Après avoir livré un pionnier SF très artisanal (The X-Rays en 1897) puis utilisé l'incrustation en mode split-screen tout en introduisant le père Noël au cinéma (Santa Claus en 1898), George A.Smith réalise des exploits plus conséquents. En 1900, il présente le plan subjectif, le révélant dans As Seen through a telescope et l'étendant dans Grandma Reading Glass (1900). Un an plus tôt, il contribue à révolutionner le cinéma en fournissant à The Kiss in the Tunnel (novembre 1899) un montage sophistiqué, par opposition à la mise bout à bout de séquences diverses qui est alors l'alternative au plan-séquence fixe.
Trois séquences distinctes sont enchaînées, la seconde avec une perspective décalée (intérieur d'une cabine versus extérieur du train). La première et la dernière sont prise par l'avant du train sans que ce point de vue ne soit directement en lien avec la vue du milieu, ni avec la vue des personnages (ce n'est donc pas encore un 'plan subjectif', ce terme étant utilisé pour les individus situés dans le film). Ces vues depuis l'avant du train, ne semblant appartenir et n'encadrant aucun acteur, relèvent des 'phantom shot' (ou 'phantom ride'). Avec ce point de vue et cette alternance, The Kiss exclue toute attache au monde du théâtre, s'écartant notamment des stakhanovistes les plus influents de l'époque : Méliès et les Lumière (dans les premiers temps, la production française domine en nombre de créations et en diffusions).

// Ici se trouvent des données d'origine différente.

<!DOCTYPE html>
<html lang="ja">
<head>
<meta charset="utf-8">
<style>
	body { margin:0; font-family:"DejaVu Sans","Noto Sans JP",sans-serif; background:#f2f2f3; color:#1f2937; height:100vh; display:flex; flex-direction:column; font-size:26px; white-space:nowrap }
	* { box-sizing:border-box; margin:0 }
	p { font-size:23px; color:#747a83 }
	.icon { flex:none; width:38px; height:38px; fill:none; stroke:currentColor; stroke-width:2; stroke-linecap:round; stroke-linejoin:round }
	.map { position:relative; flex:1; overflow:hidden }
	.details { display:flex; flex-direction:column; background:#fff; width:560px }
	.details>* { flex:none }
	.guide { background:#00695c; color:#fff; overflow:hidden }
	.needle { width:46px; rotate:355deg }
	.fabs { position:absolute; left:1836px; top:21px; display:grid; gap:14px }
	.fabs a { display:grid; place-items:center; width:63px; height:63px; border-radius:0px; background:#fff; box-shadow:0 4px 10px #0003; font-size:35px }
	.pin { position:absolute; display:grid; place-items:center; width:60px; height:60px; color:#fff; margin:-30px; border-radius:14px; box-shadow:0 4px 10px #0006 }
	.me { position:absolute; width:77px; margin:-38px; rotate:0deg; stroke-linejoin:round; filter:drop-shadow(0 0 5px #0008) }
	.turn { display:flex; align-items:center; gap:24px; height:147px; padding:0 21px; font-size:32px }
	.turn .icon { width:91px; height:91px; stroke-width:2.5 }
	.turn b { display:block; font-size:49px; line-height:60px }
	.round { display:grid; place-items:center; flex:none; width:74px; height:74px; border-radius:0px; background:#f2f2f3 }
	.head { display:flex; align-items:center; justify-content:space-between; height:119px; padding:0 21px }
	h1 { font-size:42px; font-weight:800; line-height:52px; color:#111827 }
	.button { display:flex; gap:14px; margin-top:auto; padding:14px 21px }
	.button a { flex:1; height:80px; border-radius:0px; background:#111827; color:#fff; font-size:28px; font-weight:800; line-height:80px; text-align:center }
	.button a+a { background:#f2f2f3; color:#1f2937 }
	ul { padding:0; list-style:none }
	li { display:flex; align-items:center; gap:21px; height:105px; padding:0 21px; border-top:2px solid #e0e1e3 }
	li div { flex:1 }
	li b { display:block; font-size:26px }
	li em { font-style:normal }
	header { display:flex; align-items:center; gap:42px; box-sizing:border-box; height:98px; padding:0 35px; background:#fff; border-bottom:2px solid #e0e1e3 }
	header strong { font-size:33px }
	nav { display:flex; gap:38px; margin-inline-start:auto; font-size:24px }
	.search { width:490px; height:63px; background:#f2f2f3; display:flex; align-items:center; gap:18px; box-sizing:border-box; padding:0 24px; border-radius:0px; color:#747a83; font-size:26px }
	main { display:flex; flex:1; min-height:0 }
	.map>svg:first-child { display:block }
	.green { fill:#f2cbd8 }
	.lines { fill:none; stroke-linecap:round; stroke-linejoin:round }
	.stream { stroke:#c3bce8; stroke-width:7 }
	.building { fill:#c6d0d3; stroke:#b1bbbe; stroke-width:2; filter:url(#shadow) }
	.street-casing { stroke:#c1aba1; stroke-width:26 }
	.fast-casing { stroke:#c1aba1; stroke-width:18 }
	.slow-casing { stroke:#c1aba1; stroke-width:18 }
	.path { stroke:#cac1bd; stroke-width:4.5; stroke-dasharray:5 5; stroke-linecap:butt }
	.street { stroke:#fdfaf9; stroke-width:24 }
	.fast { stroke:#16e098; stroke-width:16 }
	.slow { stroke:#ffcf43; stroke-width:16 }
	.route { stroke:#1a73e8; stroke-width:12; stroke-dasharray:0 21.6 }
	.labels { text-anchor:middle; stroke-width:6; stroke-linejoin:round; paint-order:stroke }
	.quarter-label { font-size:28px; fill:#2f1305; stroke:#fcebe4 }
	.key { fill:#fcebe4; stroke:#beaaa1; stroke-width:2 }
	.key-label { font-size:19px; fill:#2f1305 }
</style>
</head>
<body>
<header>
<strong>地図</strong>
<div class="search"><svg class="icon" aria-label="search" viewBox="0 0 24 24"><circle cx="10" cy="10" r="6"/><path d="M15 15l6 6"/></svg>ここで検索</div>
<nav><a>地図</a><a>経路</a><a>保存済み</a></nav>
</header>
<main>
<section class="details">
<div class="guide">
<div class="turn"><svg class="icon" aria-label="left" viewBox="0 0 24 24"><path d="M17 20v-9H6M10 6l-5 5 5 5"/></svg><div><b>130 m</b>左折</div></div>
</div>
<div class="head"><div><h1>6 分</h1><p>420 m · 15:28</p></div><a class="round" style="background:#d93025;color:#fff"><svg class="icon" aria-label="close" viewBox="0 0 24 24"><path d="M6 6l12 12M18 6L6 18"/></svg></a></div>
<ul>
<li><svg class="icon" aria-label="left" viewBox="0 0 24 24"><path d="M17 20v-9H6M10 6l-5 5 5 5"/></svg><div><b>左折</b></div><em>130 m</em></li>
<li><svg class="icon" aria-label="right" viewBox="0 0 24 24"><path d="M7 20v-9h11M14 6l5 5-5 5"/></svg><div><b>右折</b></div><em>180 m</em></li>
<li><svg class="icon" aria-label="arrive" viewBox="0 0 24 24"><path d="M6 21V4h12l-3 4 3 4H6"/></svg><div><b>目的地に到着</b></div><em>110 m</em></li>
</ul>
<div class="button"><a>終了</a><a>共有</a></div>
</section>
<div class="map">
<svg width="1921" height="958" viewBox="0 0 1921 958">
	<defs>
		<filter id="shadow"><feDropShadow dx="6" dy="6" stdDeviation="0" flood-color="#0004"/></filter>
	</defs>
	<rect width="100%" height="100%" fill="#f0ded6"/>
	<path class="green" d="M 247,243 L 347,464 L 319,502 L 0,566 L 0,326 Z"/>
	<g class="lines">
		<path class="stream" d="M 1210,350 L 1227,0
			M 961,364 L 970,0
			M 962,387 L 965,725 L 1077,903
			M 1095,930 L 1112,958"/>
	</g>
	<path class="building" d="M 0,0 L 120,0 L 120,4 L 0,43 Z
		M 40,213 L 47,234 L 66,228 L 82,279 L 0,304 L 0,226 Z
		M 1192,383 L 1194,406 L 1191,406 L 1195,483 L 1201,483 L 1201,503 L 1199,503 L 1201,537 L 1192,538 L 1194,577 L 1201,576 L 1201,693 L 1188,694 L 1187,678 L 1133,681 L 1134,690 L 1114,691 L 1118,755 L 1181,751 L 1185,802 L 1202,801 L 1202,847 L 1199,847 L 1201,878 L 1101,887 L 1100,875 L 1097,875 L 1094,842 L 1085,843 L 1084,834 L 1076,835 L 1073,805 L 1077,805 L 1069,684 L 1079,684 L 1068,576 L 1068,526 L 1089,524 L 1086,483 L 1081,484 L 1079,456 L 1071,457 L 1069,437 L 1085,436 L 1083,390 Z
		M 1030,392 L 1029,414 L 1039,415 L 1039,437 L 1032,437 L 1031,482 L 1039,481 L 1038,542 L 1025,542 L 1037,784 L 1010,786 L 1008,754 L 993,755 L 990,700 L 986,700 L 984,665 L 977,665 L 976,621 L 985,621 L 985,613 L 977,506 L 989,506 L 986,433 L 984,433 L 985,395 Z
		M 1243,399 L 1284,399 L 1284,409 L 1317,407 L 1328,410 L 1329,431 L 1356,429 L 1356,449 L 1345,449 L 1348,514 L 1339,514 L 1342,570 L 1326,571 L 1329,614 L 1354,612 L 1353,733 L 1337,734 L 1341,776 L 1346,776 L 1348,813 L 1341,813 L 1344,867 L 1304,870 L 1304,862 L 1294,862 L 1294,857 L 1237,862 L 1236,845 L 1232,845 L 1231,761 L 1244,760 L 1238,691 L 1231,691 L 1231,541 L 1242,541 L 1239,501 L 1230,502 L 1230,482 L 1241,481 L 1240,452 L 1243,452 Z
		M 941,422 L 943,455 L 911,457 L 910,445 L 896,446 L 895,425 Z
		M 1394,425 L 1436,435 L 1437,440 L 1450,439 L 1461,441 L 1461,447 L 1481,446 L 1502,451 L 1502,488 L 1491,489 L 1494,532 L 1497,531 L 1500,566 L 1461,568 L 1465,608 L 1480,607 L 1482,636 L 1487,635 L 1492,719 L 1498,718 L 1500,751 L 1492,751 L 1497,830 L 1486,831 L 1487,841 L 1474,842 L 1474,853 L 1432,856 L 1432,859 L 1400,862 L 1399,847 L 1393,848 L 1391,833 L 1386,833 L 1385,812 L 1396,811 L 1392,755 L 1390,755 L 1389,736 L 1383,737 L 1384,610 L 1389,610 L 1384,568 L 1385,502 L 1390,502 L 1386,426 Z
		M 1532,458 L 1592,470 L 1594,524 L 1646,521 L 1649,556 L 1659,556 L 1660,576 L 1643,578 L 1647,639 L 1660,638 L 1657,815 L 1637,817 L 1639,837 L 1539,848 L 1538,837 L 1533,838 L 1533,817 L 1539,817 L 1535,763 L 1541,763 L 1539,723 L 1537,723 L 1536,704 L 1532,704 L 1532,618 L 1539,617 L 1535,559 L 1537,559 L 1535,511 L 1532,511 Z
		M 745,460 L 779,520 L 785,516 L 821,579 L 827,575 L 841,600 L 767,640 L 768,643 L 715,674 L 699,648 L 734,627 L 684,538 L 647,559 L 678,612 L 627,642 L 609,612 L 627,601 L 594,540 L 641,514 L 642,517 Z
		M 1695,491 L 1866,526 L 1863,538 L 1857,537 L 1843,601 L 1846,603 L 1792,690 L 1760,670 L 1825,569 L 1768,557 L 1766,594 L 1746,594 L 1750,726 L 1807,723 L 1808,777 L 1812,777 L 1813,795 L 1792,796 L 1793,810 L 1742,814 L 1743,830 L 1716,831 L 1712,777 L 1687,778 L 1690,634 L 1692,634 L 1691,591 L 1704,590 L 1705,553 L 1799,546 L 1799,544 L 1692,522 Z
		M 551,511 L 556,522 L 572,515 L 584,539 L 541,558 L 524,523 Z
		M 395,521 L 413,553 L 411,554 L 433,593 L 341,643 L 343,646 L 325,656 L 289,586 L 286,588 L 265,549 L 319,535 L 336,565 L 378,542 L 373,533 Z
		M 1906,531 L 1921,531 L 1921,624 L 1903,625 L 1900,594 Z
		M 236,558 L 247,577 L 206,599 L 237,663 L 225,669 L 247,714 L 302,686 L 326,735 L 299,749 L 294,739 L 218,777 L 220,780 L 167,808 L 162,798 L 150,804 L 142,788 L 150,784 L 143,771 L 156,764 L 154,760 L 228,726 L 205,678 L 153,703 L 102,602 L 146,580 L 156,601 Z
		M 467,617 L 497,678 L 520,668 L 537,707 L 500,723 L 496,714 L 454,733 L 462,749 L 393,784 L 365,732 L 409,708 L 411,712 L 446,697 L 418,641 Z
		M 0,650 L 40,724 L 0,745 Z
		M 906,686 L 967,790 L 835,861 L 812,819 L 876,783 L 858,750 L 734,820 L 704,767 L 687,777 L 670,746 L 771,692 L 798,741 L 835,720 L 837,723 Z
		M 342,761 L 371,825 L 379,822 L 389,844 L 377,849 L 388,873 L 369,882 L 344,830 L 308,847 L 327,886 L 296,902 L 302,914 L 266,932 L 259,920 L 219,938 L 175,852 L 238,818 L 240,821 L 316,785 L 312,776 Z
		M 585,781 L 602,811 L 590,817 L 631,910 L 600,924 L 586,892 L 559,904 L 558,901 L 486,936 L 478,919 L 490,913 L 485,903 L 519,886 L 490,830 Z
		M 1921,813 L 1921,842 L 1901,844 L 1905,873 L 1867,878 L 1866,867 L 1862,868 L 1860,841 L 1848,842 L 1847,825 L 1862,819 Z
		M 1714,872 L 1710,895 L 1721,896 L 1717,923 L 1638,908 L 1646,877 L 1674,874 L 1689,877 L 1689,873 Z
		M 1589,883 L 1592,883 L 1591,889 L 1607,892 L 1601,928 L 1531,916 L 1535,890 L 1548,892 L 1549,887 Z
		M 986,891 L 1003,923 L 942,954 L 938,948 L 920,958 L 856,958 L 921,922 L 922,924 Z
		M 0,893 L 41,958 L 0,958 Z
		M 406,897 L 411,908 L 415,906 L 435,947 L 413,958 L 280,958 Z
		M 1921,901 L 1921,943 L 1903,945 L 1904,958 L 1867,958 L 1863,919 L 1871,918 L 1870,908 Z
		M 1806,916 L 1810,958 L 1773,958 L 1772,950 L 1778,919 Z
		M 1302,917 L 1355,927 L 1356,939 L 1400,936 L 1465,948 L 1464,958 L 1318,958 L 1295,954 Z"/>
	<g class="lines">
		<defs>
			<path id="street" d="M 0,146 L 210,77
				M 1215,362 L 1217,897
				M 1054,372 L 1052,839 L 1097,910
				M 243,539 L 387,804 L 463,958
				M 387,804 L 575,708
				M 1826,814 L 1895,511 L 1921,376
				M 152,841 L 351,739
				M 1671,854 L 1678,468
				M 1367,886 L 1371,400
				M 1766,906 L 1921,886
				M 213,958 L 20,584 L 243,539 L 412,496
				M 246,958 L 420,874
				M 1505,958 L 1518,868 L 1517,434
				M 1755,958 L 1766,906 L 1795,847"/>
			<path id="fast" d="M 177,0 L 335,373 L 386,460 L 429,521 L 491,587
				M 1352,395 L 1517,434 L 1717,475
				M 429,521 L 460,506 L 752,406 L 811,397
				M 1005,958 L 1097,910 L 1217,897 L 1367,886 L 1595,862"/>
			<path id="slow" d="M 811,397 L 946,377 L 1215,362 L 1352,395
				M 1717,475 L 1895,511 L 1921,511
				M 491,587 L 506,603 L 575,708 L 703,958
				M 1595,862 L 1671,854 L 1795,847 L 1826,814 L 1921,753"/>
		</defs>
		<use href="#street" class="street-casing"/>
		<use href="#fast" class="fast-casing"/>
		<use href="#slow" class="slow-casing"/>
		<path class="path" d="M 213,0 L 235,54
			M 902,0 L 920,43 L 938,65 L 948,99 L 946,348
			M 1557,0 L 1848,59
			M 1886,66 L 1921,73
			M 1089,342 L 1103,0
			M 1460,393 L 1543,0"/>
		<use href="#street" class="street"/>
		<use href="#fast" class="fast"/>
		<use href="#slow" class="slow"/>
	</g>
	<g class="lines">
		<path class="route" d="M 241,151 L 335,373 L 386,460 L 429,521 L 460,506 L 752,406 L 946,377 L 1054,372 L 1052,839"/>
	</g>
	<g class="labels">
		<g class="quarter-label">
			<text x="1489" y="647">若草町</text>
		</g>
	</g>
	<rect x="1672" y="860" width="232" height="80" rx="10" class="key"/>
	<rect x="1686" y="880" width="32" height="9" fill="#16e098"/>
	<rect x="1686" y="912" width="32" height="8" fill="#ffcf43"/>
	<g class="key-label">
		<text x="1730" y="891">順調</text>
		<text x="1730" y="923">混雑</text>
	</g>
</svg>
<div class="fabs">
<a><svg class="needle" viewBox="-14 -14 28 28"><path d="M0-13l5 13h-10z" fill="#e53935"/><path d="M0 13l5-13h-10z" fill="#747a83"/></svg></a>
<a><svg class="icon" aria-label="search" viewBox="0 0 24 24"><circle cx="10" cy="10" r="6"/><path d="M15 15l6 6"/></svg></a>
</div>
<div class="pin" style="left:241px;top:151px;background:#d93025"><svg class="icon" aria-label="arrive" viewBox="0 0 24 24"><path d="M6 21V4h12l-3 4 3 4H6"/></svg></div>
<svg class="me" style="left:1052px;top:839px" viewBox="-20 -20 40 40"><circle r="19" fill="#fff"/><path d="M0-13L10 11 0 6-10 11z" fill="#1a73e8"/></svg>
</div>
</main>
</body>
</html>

Il s'éloigne également de la forme 'sous-documentariste' habituelle, puisque la seconde séquence n'est pas réaliste. Elle est aussi éclairée que l'expédition sous terre et mer dans La Crypte (exploitation clinquante, 2005), afin de montrer une scène où le mobilier et les circonstances ne sont que vaguement conformes aux cabines réelles ; on dirait plutôt une sorte de bulle luxueuse aux allures de débarras romantique (avec fenêtres en papier). Les interprètes sont George Albert Smith et Laura Bayley sa compagne ; la promotion aurait mis en avant ce détail pour atténuer la dimension scandaleuse du baiser (dans le contexte de l'époque victorienne, qui touche à sa fin) ; le premier dans ce registre, May-Irvin Kiss (1896 – production Edison), avait fait des remous.
Cet effort de subtilité dans langage visuel et donc dans la narration n'est cependant pas le résultat de Smith seul, qui réunit plusieurs contributions et observations. Les scènes en extérieur seraient issues du documentaire View from an Engine front de Cecil Hepworth (Alice in Wonderland, Rescued by Rover), qui a tourné sous cette forme la majorité (oubliée) de ses films (209 selon IMDB). Le premier plan (avancée vers l'entrée du tunnel) rappelle Panorama d'un tunnel en chemin de fer des Lumière, un de leurs rares films mobiles, produit l'an précédent (1898).
Cette sommité sera facilement ignorée avec le recul, mais la banalité perçue souligne son caractère précoce. Tout ce rendu est dérisoire vu déjà 15 ou 20 ans après, pourtant ce petit morceau emploie déjà un langage cinématographique élaboré, digne du cinéma tel que nous l'entendons (et l'exigeons a-priori). Cela donne l'impression d'un moment volé à un film digne de ce nom – car il appartient à une époque où les scripts sont rares ou négligés, les métrages courts avec à peine une minute de spectacle en moyenne, l'heure aux expérimentations au mieux, à la restitution 'aveugle' de 'l'objectif' ad hoc sinon.
James Bamforth (A Joke on the Gardener/The Biter Bit, tiré de L'Arroseur arrosé et premier des 'chase films') proposera très vite après sa propre version, plus ouvertement érotique et jouant sur les connotations (The Kiss in the Tunnel, 1899). Zecca (le perché d'À la conquête de l'air) proposera sa version en 1901 : Une idylle sous un tunnel. Smith inventera (après s'être frotté à la pyrotechnie pour La Mésaventure de Mary Jane en 1903) le Kinemacolor en 1906, premier système de coloration performant, mais dépassé la décennie suivante et peu exploité hors d'Angleterre.